As I recall it, he also got his Equity card younger than anyone else I knew by virtue of a summer holiday job on the George Lucas picture Willow. You can see him most clearly in the finished film as a market trader who angrily shouts a few words at some kids who've stolen fruit from his stall, but he's milling around in other scenes too.

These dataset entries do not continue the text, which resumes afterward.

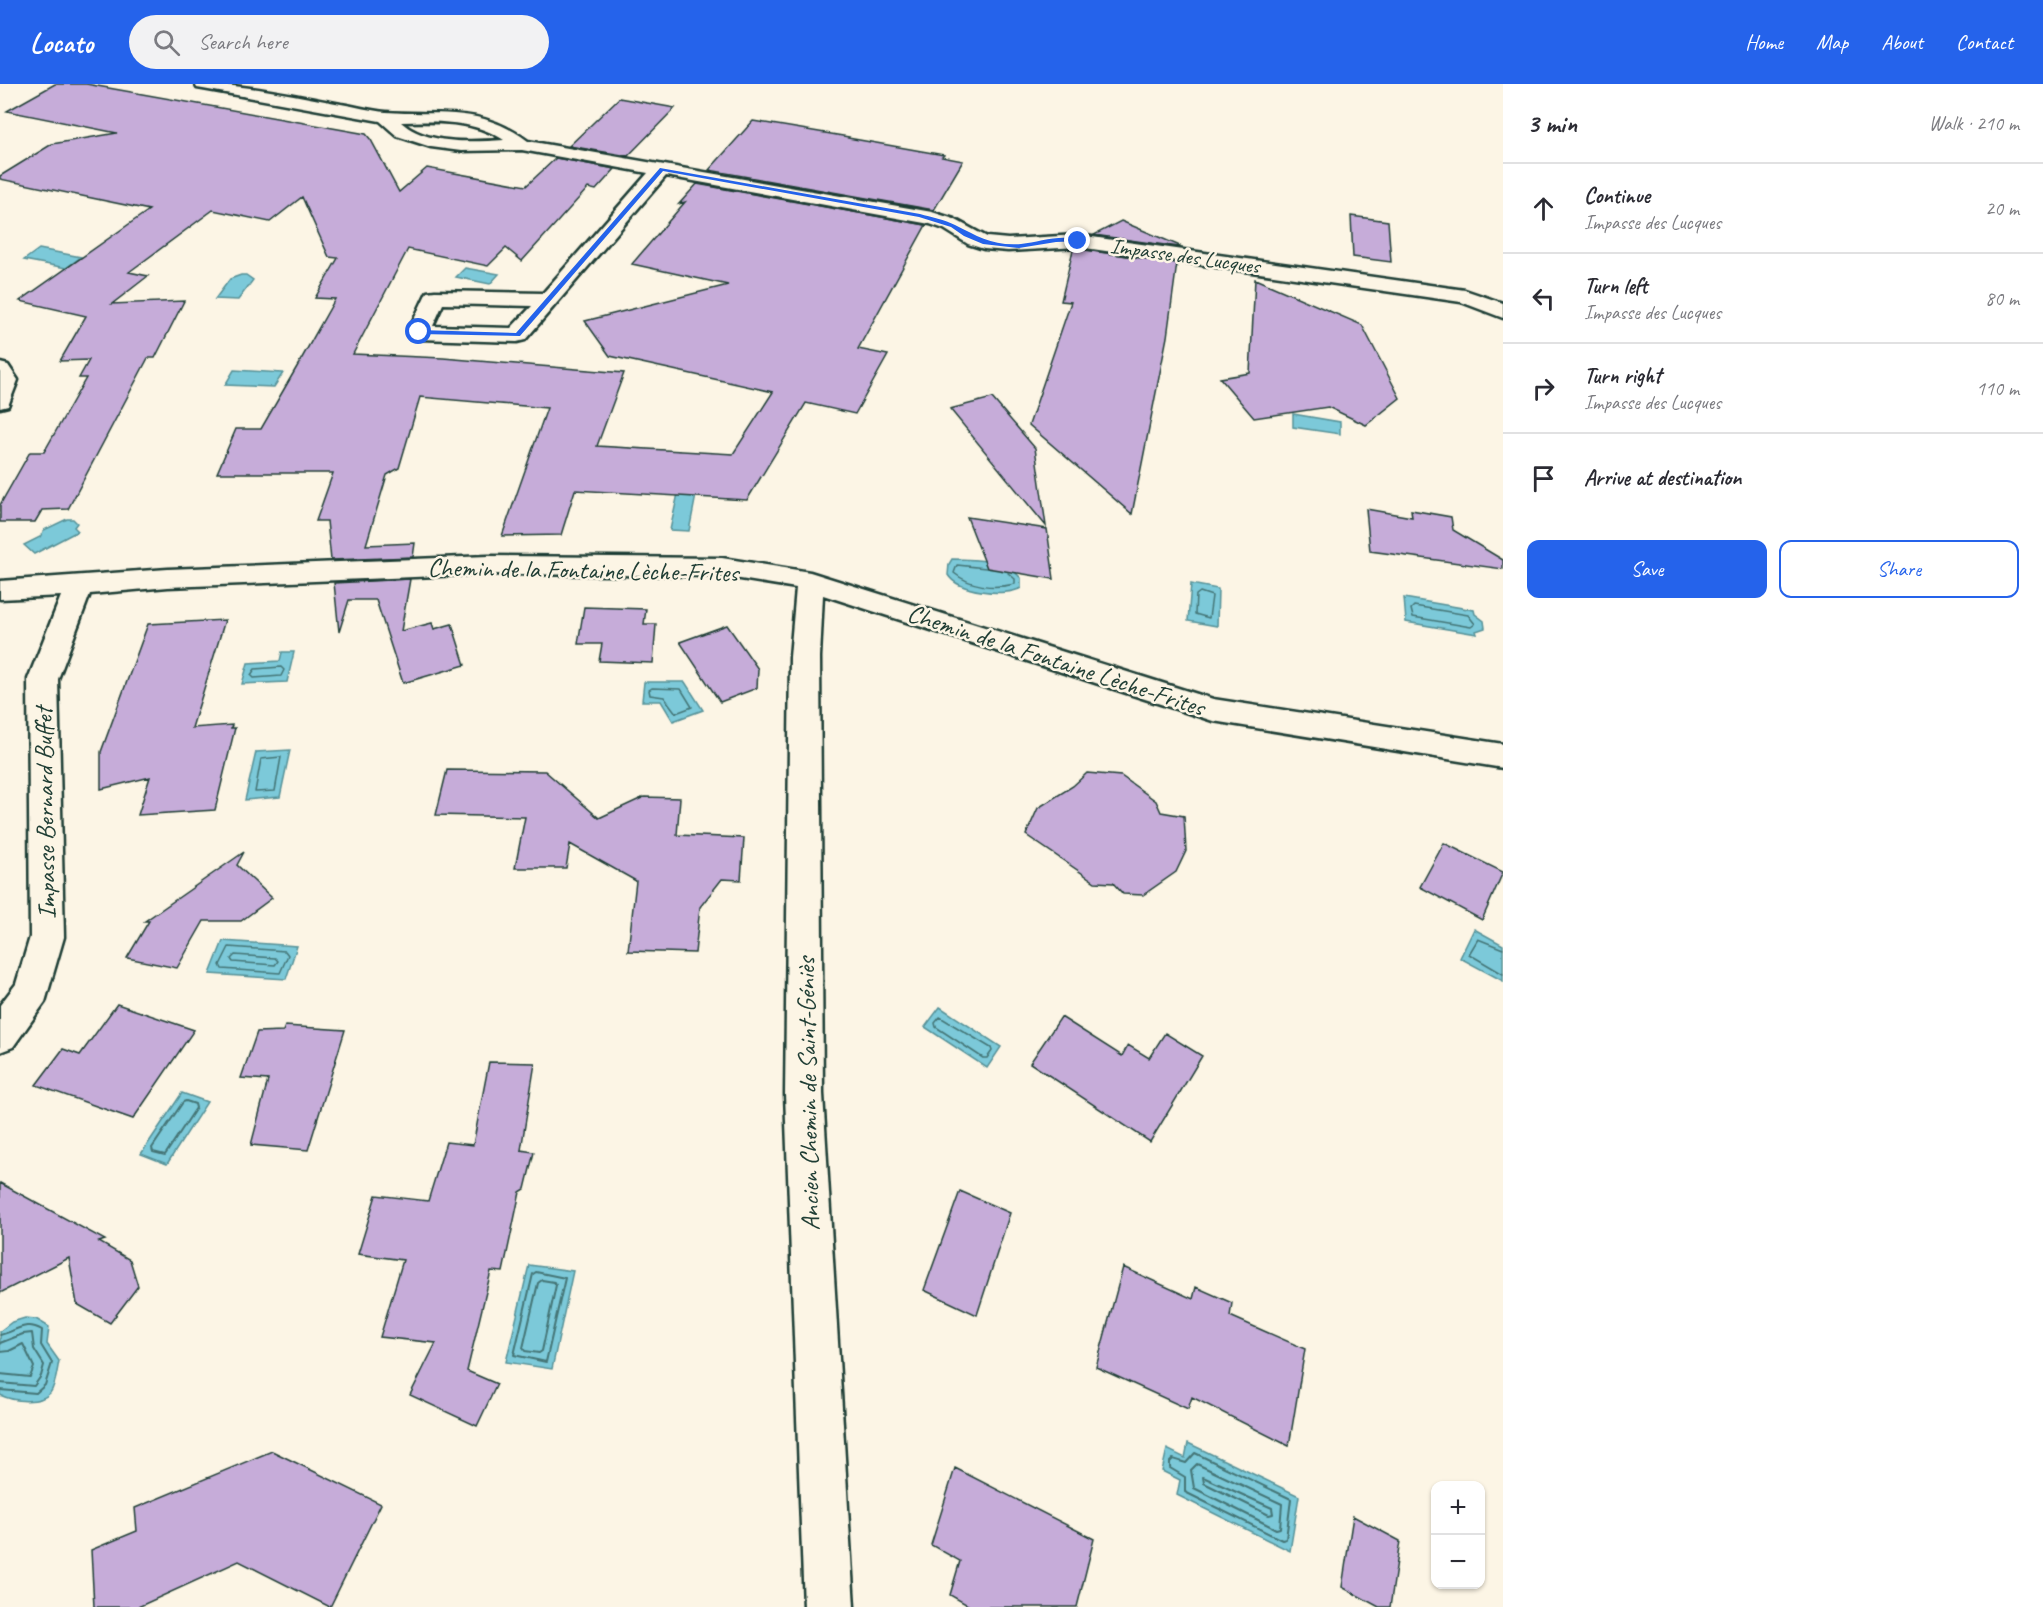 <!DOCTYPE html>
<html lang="en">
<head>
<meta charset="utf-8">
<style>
	body { margin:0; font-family:Caveat,sans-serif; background:#f2f2f3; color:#2b2b33 }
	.controls { position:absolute; right:18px; bottom:18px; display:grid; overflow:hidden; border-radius:12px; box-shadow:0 2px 4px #0004 }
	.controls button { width:54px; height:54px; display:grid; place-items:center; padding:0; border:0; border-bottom:2px solid #e1e1e2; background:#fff; color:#2b2b33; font:30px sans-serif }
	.stop { position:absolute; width:18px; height:18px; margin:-14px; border:4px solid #2563eb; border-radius:50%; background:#fff }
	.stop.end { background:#2563eb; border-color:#fff; box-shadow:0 2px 6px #0008 }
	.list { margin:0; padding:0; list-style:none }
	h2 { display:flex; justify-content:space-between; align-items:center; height:78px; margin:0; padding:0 24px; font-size:26px }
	h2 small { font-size:20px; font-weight:400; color:#7c7c81 }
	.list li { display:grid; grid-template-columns:39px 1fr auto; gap:18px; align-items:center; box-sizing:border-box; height:90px; padding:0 24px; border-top:2px solid #e1e1e2 }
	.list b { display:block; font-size:22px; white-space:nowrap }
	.list p { margin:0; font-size:20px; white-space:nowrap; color:#7c7c81 }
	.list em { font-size:20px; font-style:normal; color:#7c7c81 }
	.actions { display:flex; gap:12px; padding:18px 24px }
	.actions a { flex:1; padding:14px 0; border:2px solid #2563eb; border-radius:12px; text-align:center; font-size:21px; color:#2563eb }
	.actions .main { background:#2563eb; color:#fff }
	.icon { flex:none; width:33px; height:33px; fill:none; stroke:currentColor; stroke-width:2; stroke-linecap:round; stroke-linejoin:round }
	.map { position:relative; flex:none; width:1503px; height:1523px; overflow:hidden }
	header { display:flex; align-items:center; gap:36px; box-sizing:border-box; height:84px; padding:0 30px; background:#2563eb; color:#fff }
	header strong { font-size:28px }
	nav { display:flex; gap:33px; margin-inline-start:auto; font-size:21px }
	.search { width:420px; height:54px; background:#f2f2f3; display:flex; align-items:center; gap:15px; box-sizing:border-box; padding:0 21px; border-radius:33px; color:#7c7c81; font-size:22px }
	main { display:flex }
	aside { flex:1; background:#fff }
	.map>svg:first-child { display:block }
	.water { fill:#7bc9d9; stroke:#569197; stroke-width:1.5 }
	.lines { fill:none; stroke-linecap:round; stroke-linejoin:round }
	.shore-far1 { stroke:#447576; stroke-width:1.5 }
	.shore { stroke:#447576; stroke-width:2 }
	.building { fill:#c6acd9; stroke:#1f3d34; stroke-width:1.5 }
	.minor-casing { stroke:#1f3d34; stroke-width:5 }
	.minor { fill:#fcf5e5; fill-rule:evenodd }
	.route { fill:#2563eb }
	.labels { text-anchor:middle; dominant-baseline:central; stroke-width:5; stroke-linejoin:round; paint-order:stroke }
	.far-street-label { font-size:22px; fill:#1f3d34; stroke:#fcf5e5 }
	.street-label { font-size:26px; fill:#1f3d34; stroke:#fcf5e5 }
</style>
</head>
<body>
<header>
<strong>Locato</strong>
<div class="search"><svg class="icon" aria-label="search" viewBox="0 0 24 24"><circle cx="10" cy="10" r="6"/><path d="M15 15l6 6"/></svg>Search here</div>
<nav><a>Home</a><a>Map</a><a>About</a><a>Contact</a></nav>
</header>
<main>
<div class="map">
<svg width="1503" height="1523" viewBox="0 0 1503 1523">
	<rect width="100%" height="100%" fill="#fcf5e5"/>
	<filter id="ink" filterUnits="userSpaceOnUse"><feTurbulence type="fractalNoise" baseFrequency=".0167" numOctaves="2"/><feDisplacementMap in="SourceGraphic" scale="12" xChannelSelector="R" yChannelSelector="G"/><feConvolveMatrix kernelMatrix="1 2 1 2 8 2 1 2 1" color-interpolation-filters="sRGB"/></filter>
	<g filter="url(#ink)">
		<!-- water -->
		<path class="water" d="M39,165L81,173L66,184L24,176Z
			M465,184L499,190L490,200L456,193Z
			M241,191H246L253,196L238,216L215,215L230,195Z
			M234,286L282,289H283L274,303L225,301Z
			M1293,330L1340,338V350L1293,343Z
			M679,405L697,406L689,447L670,446Z
			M67,435H73L77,439L74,443L78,447L34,470L24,461L40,453L44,446Z
			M952,475C975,475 1006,476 1021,494V504C1005,513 958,508 948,491L949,480Z
			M1191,500L1218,505L1217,542L1188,537Z
			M1404,514L1474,526L1475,530L1484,537L1485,544L1476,547L1477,550L1406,538Z
			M282,568H294L287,598L242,600L248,579L280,577Z
			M644,598H685L703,626L673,637L661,617H642Z
			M290,666L280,713L245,716L256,668Z
			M1474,845L1503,861V897L1460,874Z
			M223,857L297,862L286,895L210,890Z
			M940,923L1001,963L987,984L925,943Z
			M182,1009L207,1018L167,1080L141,1070Z
			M529,1181L573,1187L552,1285L506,1278Z
			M25,1234L36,1235L49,1243L47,1260L59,1277C57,1286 56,1301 50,1309C39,1321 13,1317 0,1311V1247L12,1238Z
			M1188,1359L1299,1412L1290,1467L1177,1411L1180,1396L1162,1387L1167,1365L1185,1374Z"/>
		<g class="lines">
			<!-- shore-far1 -->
			<path class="shore-far1" d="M986,484L957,481L954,489C971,503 994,505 1015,500V495L1008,489
				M1200,508L1212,512L1209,534L1195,530L1196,511Z
				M1414,522L1468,531L1475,540L1471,543L1413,533L1411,525Z
				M281,583L284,586L281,592L254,594L251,591L255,585Z
				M652,604L681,605L692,623L676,629L664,613L650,611L649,606Z
				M281,673L275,707L255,708L261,675Z
				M229,863L285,867L288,871L280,889L222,885L220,881Z
				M1503,865L1478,855L1469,870L1503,890
				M235,871L275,874L278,877L275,881L233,878L231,875Z
				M940,933L991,964L992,967L987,974H983L936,943L935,939Z"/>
			<!-- shore -->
			<path class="shore" d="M186,1017L195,1020L196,1024L165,1071L153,1068L152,1064L183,1018Z
				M536,1188L565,1194L546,1278L514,1271L533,1190Z
				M542,1196L554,1198L556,1201L542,1267L539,1269L525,1267L523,1264L538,1199Z
				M0,1251C17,1247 25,1236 42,1246L41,1261L52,1279L45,1301L36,1309L0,1306
				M0,1259L23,1250L32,1249L34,1265L44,1281L41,1292L34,1302L0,1299
				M0,1268L9,1267L23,1260L34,1283L30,1293L0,1290
				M1195,1369L1291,1415L1286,1455L1282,1456L1185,1408V1393L1170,1384V1378L1173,1375L1186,1379Z
				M1197,1380L1282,1420L1280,1444L1276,1445L1194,1404L1191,1386Z
				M1203,1393L1272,1424L1273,1430L1269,1431L1204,1399Z"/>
		</g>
		<!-- building -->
		<path class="building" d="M55,0H86L366,50L371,56L399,108L427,84L526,102L556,74L615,85L596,106L588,104L522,177L506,164L488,182L408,165L353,270L443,274L624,289L597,362L733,370L773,308L610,272L585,237L728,201L632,180L685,118L679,120L697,100L926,141L858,265L888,271L855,330L806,319L747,416L575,406L561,451L502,452L547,324L420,313L399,384L387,391L366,461L415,459L413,473L331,476L327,437H316L333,389H217L236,345H261L298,281L335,215L315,214L338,174L329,173L302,113L270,138L213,126L129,188L148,192L112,220L184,217L155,274H148L68,425L42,426L35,438H0V421L30,368H44L86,294H79L89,276L60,277L86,232L20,217L149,126L0,95V92L52,60L117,49L7,27Z
			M619,14L675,24L628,72L569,62Z
			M753,37L849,53L848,54L944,71L942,73L963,77L934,126L709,86Z
			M1351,132L1388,137L1391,178L1353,173Z
			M1121,137L1180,162L1179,163L1094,151Z
			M1078,165L1177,179L1167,253L1132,430L1029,341L1071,218L1061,217L1073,166Z
			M1255,195L1362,241L1400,314L1366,341L1328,323L1254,334L1220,294L1250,289Z
			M992,314L1035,364L1046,442L950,325Z
			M1366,425L1412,433L1411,426L1451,433L1453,446L1503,476V485L1370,467Z
			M967,433L1047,445L1054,495L987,484Z
			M410,495L401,547L432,539L434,545L452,540L465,581L403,599L376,516H349L339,548L334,499Z
			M584,523L646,525L644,540H656L653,579L599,577L602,560H578Z
			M225,536L192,644L232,641L231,644H235L215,726L138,731L150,693L101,705V668L148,540Z
			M727,541L758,585L757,604L720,618L680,558Z
			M447,686L545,687L599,734L644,713L680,714L677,751L744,754L741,796L722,795L700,823L695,869L628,867L636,797L570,760L566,784H515L525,733L436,731Z
			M1087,689L1121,692L1156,717L1161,728L1184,732L1186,767L1176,788L1143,811L1123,810L1113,799L1095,798L1026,751L1038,724L1073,702Z
			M1444,759L1503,788L1482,836L1420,803Z
			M244,768L237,781L272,814L241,837H204L177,884L127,874L149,837H145Z
			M117,920L194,946L133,1035L36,1001L63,965L80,971Z
			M1061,933L1122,972L1128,961L1149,974L1165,949L1202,972L1150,1058L1030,979Z
			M285,942L345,946L308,1066L251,1061L268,996L241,994L257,948L283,947Z
			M489,978L535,979L521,1066L534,1068L525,1105L520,1108L503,1188L491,1187L467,1287L497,1300L477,1342L410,1311L436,1259L380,1253L403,1176L358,1170L376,1111L428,1117L446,1058L473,1061Z
			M0,1099L105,1156L99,1158L130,1176L138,1202L110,1239L77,1220L69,1174L0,1209Z
			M960,1107L1010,1129L977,1231L924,1206Z
			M1123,1183L1193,1215L1196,1203L1232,1219L1230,1232L1305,1265L1289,1362L1192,1313L1188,1325L1096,1283Z
			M272,1367L381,1420L330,1523L239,1477L138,1523H94L91,1466L137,1447L135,1424Z
			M955,1384L1094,1455L1077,1523H971L950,1511L960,1477L931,1461Z
			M1353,1432L1400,1457L1390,1523H1379L1342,1503Z"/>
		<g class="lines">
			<defs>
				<path id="minor" d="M195,0C245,0 291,11 341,20C355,22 371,27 386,28C441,32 479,21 528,57L932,128L954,135L987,153L1008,155L1078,151L1465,206L1503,219V234L1461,218L1078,163L1008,167L984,165L968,160L944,145L930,140L666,92L525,256L517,258L419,255L411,253L408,248L427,208L435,207L543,209L648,89L522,66L461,67L431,63L397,52L380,37L203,5L197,4ZM401,38C435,37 474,36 504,56C471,58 427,61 401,38ZM443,220L532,222L511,244L433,242Z
					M0,279L8,281L18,296L8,322L0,324Z
					M488,472L722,474L810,488L1213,615L1503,660V684L1213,637L823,511L820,573L823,1010L854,1523H804L785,1010L790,573L796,504L722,492L488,490L168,503L90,510L58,595L64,853L45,918L13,963L0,968V921L16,900L30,853L28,595L61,512L0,515V497L168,485Z"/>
			</defs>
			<!-- minor casing -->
			<use href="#minor" class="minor-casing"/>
			<!-- minor -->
			<use href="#minor" class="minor"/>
		</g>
	</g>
	<!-- route -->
	<path class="route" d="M660,84L920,130C931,133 945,136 955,141C979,153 993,162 1021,160C1040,158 1063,149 1081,157L1056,158L1019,164L983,160L964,152L951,143L919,133L663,87L520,252L419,250L416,248L419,246L516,249Z"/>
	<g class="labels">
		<!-- far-street labels -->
		<g class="far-street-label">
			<text transform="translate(1185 172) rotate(8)">Impasse des Lucques</text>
		</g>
		<!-- street labels -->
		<g class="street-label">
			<text transform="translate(583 486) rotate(1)">Chemin de la Fontaine Lèche-Frites</text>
			<text transform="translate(1056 576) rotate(18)">Chemin de la Fontaine Lèche-Frites</text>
			<text transform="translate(45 729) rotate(-91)">Impasse Bernard Buffet</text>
			<text transform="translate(808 1010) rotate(-91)">Ancien Chemin de Saint-Géniès</text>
		</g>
	</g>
</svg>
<div class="controls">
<button>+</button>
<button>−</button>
</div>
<div class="stop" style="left:419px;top:248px"></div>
<div class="stop end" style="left:1078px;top:157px"></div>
</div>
<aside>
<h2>3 min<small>Walk · 210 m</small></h2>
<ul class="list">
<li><svg class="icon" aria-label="ahead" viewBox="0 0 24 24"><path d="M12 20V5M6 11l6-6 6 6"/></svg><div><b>Continue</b><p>Impasse des Lucques</p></div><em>20 m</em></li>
<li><svg class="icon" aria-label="left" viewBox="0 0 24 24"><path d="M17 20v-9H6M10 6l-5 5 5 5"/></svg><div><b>Turn left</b><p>Impasse des Lucques</p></div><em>80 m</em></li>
<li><svg class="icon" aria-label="right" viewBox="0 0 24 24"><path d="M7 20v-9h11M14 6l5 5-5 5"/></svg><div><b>Turn right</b><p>Impasse des Lucques</p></div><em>110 m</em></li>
<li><svg class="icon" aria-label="arrive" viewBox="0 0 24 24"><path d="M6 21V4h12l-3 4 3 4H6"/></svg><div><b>Arrive at destination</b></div></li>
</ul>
<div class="actions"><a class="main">Save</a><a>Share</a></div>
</aside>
</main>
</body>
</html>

Willow features a whole village worth of dwarfs, giving proper acting parts to people George Lucas had previously primarily, encased in tin and fur. They were playing a different species to 'normal' humans admittedly, like the Dwarfs of Wagner and the Dwarves of Tolkein, but at least they were allowed to act like people and get quite close to Joanne Whalley's navel while Val Kilmer worked his charms on her.
Willow's dwarf actors and extras took over a London hotel during the filming, which Julian recalled as a surreal experience, suddenly becoming the norm in the middle of the city rather than the object of curious stares. Whether anything went on like the reputed debauchery of the similarly hotel liberated Munchkin actors during the making of The Wizard of Oz, he never said. He may not have known, to be fair, he was young and more interested in Joanne Whalley at the time, which is a hard position to take issue with really.

Julian bought epic numbers of Stranglers rarities with his Willow money, and probably loads of black clothes in difficult sizes too and came back north with tales of cowering from big dogs dressed up as monsters and other such glamorous on set goings-on.
The film was released and was a moderate success. Joanne Whalley married Val Kilmer and most of the dwarf actors went back into working in animal skins and metal boxes, and life went on.
Years later, George Lucas wrote a novel sequel to the movie, which may well have been a write up of the notes for a sequel that immoderate success would have brought, I don't know.

Outside acting and reading fanzines about 'themeninblack' Julian also went hunt saboteuring, laying fake scents and honking horns with mates to annoy posh country blokes on horses hunting foxes at the weekend. What delighted me most about this was he had a knitted black balaclava to disguise his identity while doing so.
I liked to imagine angry huntsmen seeing him later back in his civvies, hanging 'round the village for his lift back into town.
"There certainly was a dwarf in a Rattus Norvegicus t shirt out there in the woods," they'd say to each other, like dumb bad guys out of Zorro "but his face was covered so I can't be certain it was this dwarf in a Rattus Norvegicus t-shirt."

Julian died one January around eleven years ago, after collapsing coming off stage in a play. I gather he'd had a few unhappy years since I'd known him and hadn't looked after his health too well.
When I told another acquaintance of his death, they asked, in that curious way you do, what play he'd been in. Somehow, we have a collossal need for specifics and trivialities when faced with death, it's as if detailed knowledge of the circumstances helps us believe it more.
I had to say it was bloody 'Snow White and the Seven Dwarfs' of course. I wish it hadn't been.

In unrelated 'did Ian buy a doodgy mp3 player?' news, my I-River H10 has developed a hint of lemon. The scroll button has decided to stop working, which means it currently has about 10 percent functionality and, perhaps more crucially, it will only play back at volume settting 0, which is, you know, not entirely useful.
It is I believe still in warranty, so repair or replacement should follow with luck. I'll keep you posted on developments, if any further idiosyncratic non-functionality develops or more or less standard poor customer service hilarity ensues you'll be fairly high up the list of the first to know.